From July to September 1989, Voyager 2 discovered six new Neptunian moons.[56] Of these, the irregularly shaped Proteus is notable for being as large as a body of its density can be without being pulled into a spherical shape by its own gravity.[112] Although the second-most-massive Neptunian moon, it is only one-quarter of one percent the mass of Triton. Neptune's innermost four moons—Naiad, Thalassa, Despina and Galatea—orbit close enough to be within Neptune's rings. The next-farthest out, Larissa was originally discovered in 1981 when it had occulted a star. This occultation had been attributed to ring arcs, but when Voyager 2 observed Neptune in 1989, it was found to have been caused by the moon. Five new irregular moons discovered between 2002 and 2003 were announced in 2004.[113][114] As Neptune was the Roman god of the sea, the planet's moons have been named after lesser sea gods.[38]
Observation
Neptune is never visible to the naked eye, having a brightness between magnitudes +7.7 and +8.0,[7][11] which can be outshone by Jupiter's Galilean moons, the dwarf planet Ceres and the asteroids 4 Vesta, 2 Pallas, 7 Iris, 3 Juno and 6 Hebe.[115] A telescope or strong binoculars will resolve Neptune as a small blue disk, similar in appearance to Uranus.[116]
Because of the distance of Neptune from the Earth, the angular diameter of the planet only ranges from 2.2–2.4 arcseconds;[7][11] the smallest of the Solar System planets. Its small apparent size has made it challenging to study visually; most telescopic data was fairly limited until the advent of Hubble Space Telescope and large ground-based telescopes with adaptive optics.[117][118]
From the Earth, Neptune goes through apparent retrograde motion every 367 days, resulting in a looping motion against the background stars during each opposition. These loops will carry it close to the 1846 discovery coordinates in April and July 2010 and in October and November 2011.[90]
Observation of Neptune in the radio frequency band shows that the planet is a source of both continuous emission and irregular bursts. Both sources are believed to originate from the planet's rotating magnetic field.[49] In the infrared part of the spectrum, Neptune's storms appear bright against the cooler background, allowing the size and shape of these features to be readily tracked.[119]
Exploration
Voyager 2's closest approach to Neptune occurred on August 25, 1989. Since this was the last major planet the spacecraft could visit, it was decided to make a close flyby of the moon Triton, regardless of the consequences to the trajectory, similarly to what was done for Voyager 1's encounter with Saturn and its moon Titan. The images relayed back to Earth from Voyager 2 became the basis of a 1989 PBS all-night program, Neptune All Night.[120]
During the encounter, signals from the spacecraft required 246 minutes to reach the Earth. Hence, for the most part, the Voyager 2 mission relied on pre-loaded commands for the Neptune encounter. The spacecraft performed a near-encounter with the moon Nereid before it came within 4400 km of Neptune's atmosphere on August 25, then passed close to the planet's largest moon Triton later the same day.[121]

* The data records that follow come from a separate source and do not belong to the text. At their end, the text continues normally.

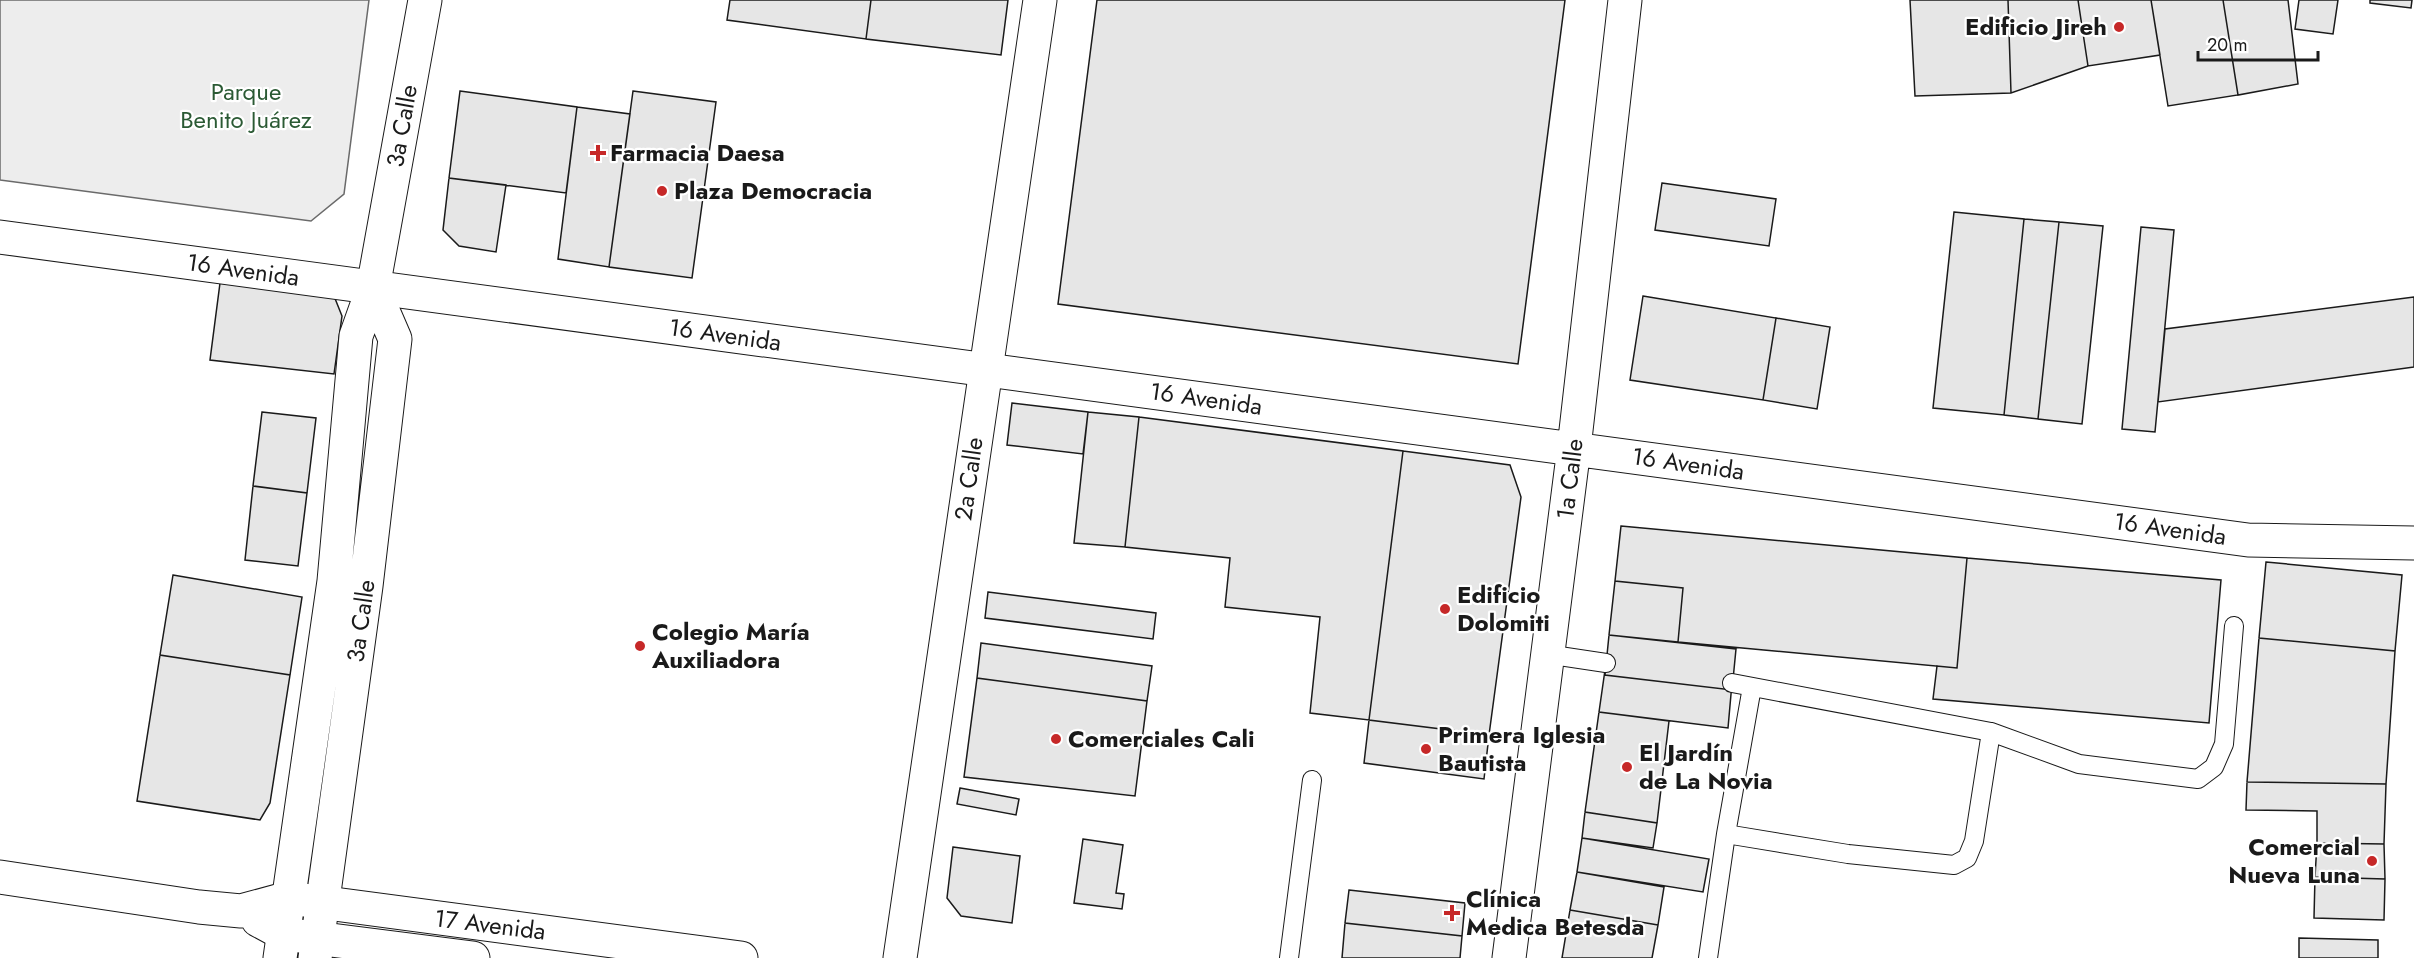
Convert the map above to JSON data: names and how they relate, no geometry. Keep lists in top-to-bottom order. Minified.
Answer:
{"streets":{"street":["3a Calle","16 Avenida","2a Calle","1a Calle","17 Avenida"]},"crossings":[["3a Calle","16 Avenida"],["3a Calle","17 Avenida"],["16 Avenida","2a Calle"],["16 Avenida","1a Calle"]],"parks":["Parque Benito Juárez"],"places":{"other":["Edificio Jireh","Plaza Democracia","Edificio Dolomiti","Colegio María Auxiliadora","Comerciales Cali","Primera Iglesia Bautista","El Jardín de La Novia","Comercial Nueva Luna"],"health":["Farmacia Daesa","Clínica Medica Betesda"]},"scale_bar":"20 m"}
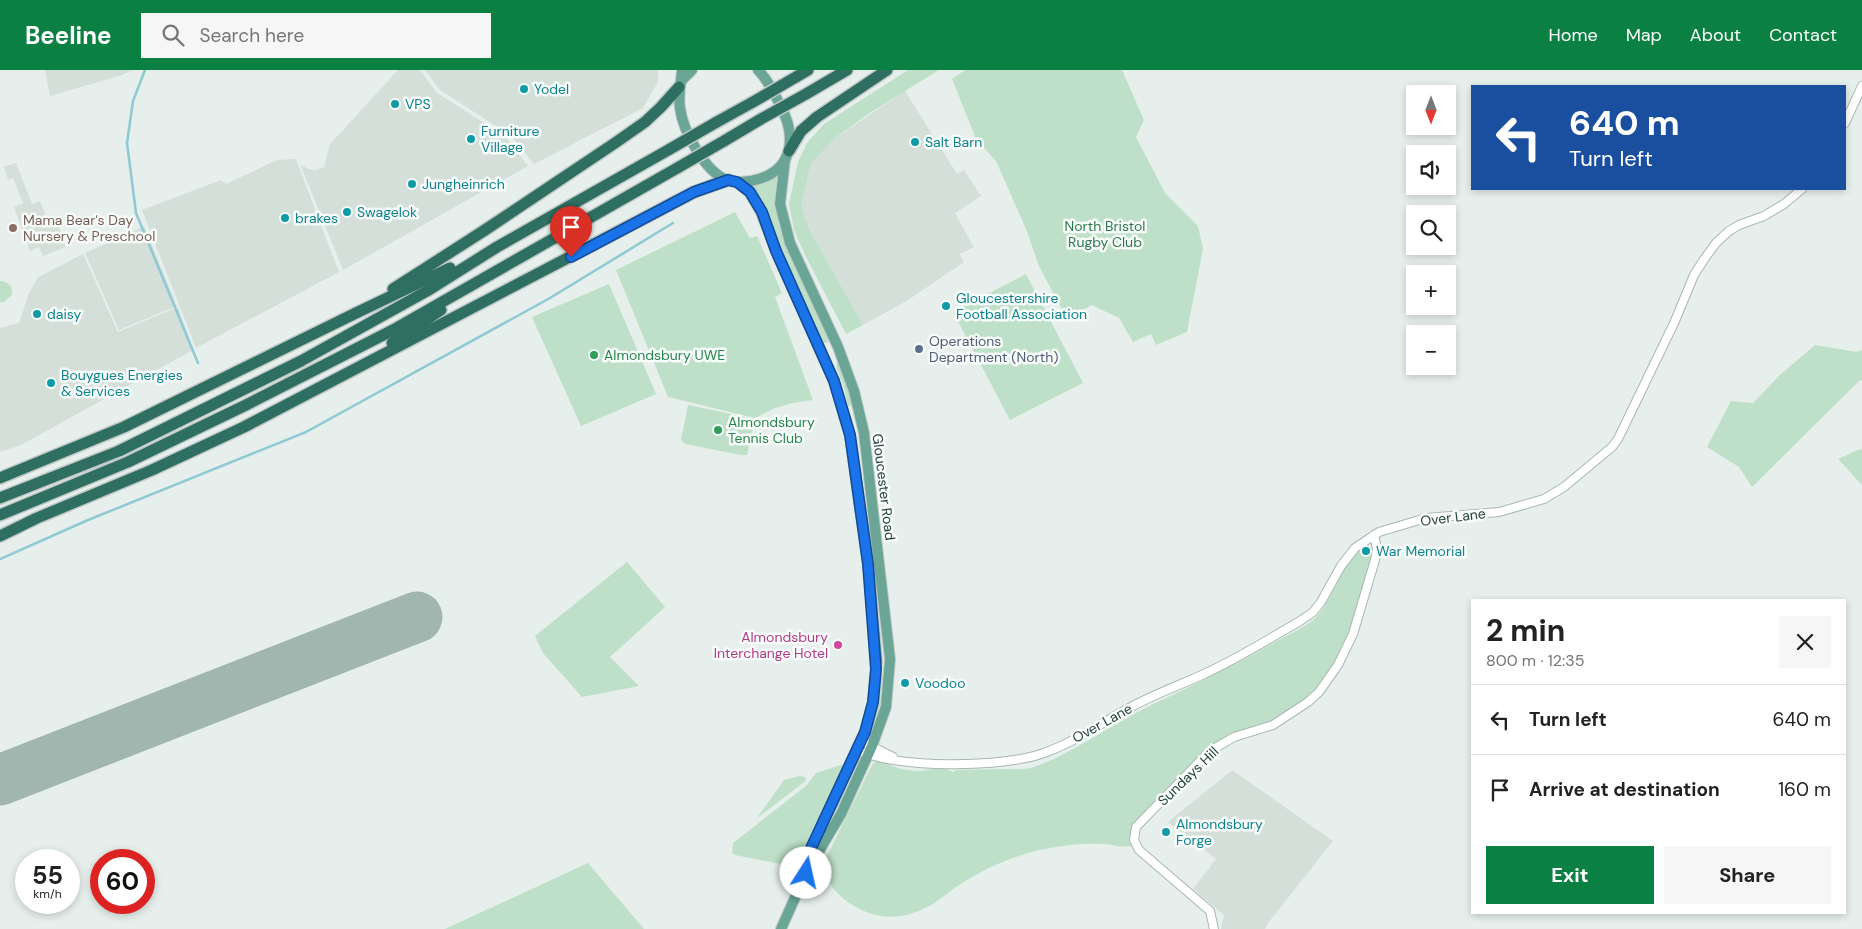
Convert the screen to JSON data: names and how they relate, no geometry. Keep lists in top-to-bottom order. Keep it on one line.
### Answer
{"streets":{"main road":["Gloucester Road"],"street":["Over Lane","Sundays Hill"]},"crossings":[["Gloucester Road","Over Lane"],["Over Lane","Sundays Hill"]],"parks":["North Bristol Rugby Club"],"places":["Yodel","VPS","Furniture Village","Salt Barn","Jungheinrich","Swagelok","brakes","Mama Bear's Day Nursery & Preschool","Gloucestershire Football Association","daisy","Operations Department (North)","Almondsbury UWE","Bouygues Energies & Services","Almondsbury Tennis Club","War Memorial","Almondsbury Interchange Hotel","Voodoo","Almondsbury Forge"],"north":"bottom","page":{"header":"Beeline","search":"Search here","nav":["Home","Map","About","Contact"],"map_buttons":["+","−"],"turn":["640 m","Turn left"],"heading":["2 min","800 m · 12:35"],"list":[{"name":"Turn left","value":"640 m"},{"name":"Arrive at destination","value":"160 m"}],"buttons":["Exit","Share"],"speed":"55 km/h","limit":"60"}}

The spacecraft verified the existence of a magnetic field surrounding the planet and discovered that the field was offset from the centre and tilted in a manner similar to the field around Uranus. The question of the planet's rotation period was settled using measurements of radio emissions. Voyager 2 also showed that Neptune had a surprisingly active weather system. Six new moons were discovered, and the planet was shown to have more than one ring.[56][121]
In 2003, there was a proposal to NASA's "Vision Missions Studies" to implement a "Neptune Orbiter with Probes" mission that does Cassini-level science without fission-based electric power or propulsion. The work is being done in conjunction with JPL and the California Institute of Technology.[122]
See also
- Neptune in astrology
- Neptune in fiction
- Colonization of Neptune
- Neptune Orbiter – proposed space probe to Neptune (not before 2035- may have been indefinitely postponed, as NASA's Strategic Exploration Plan no longer includes it)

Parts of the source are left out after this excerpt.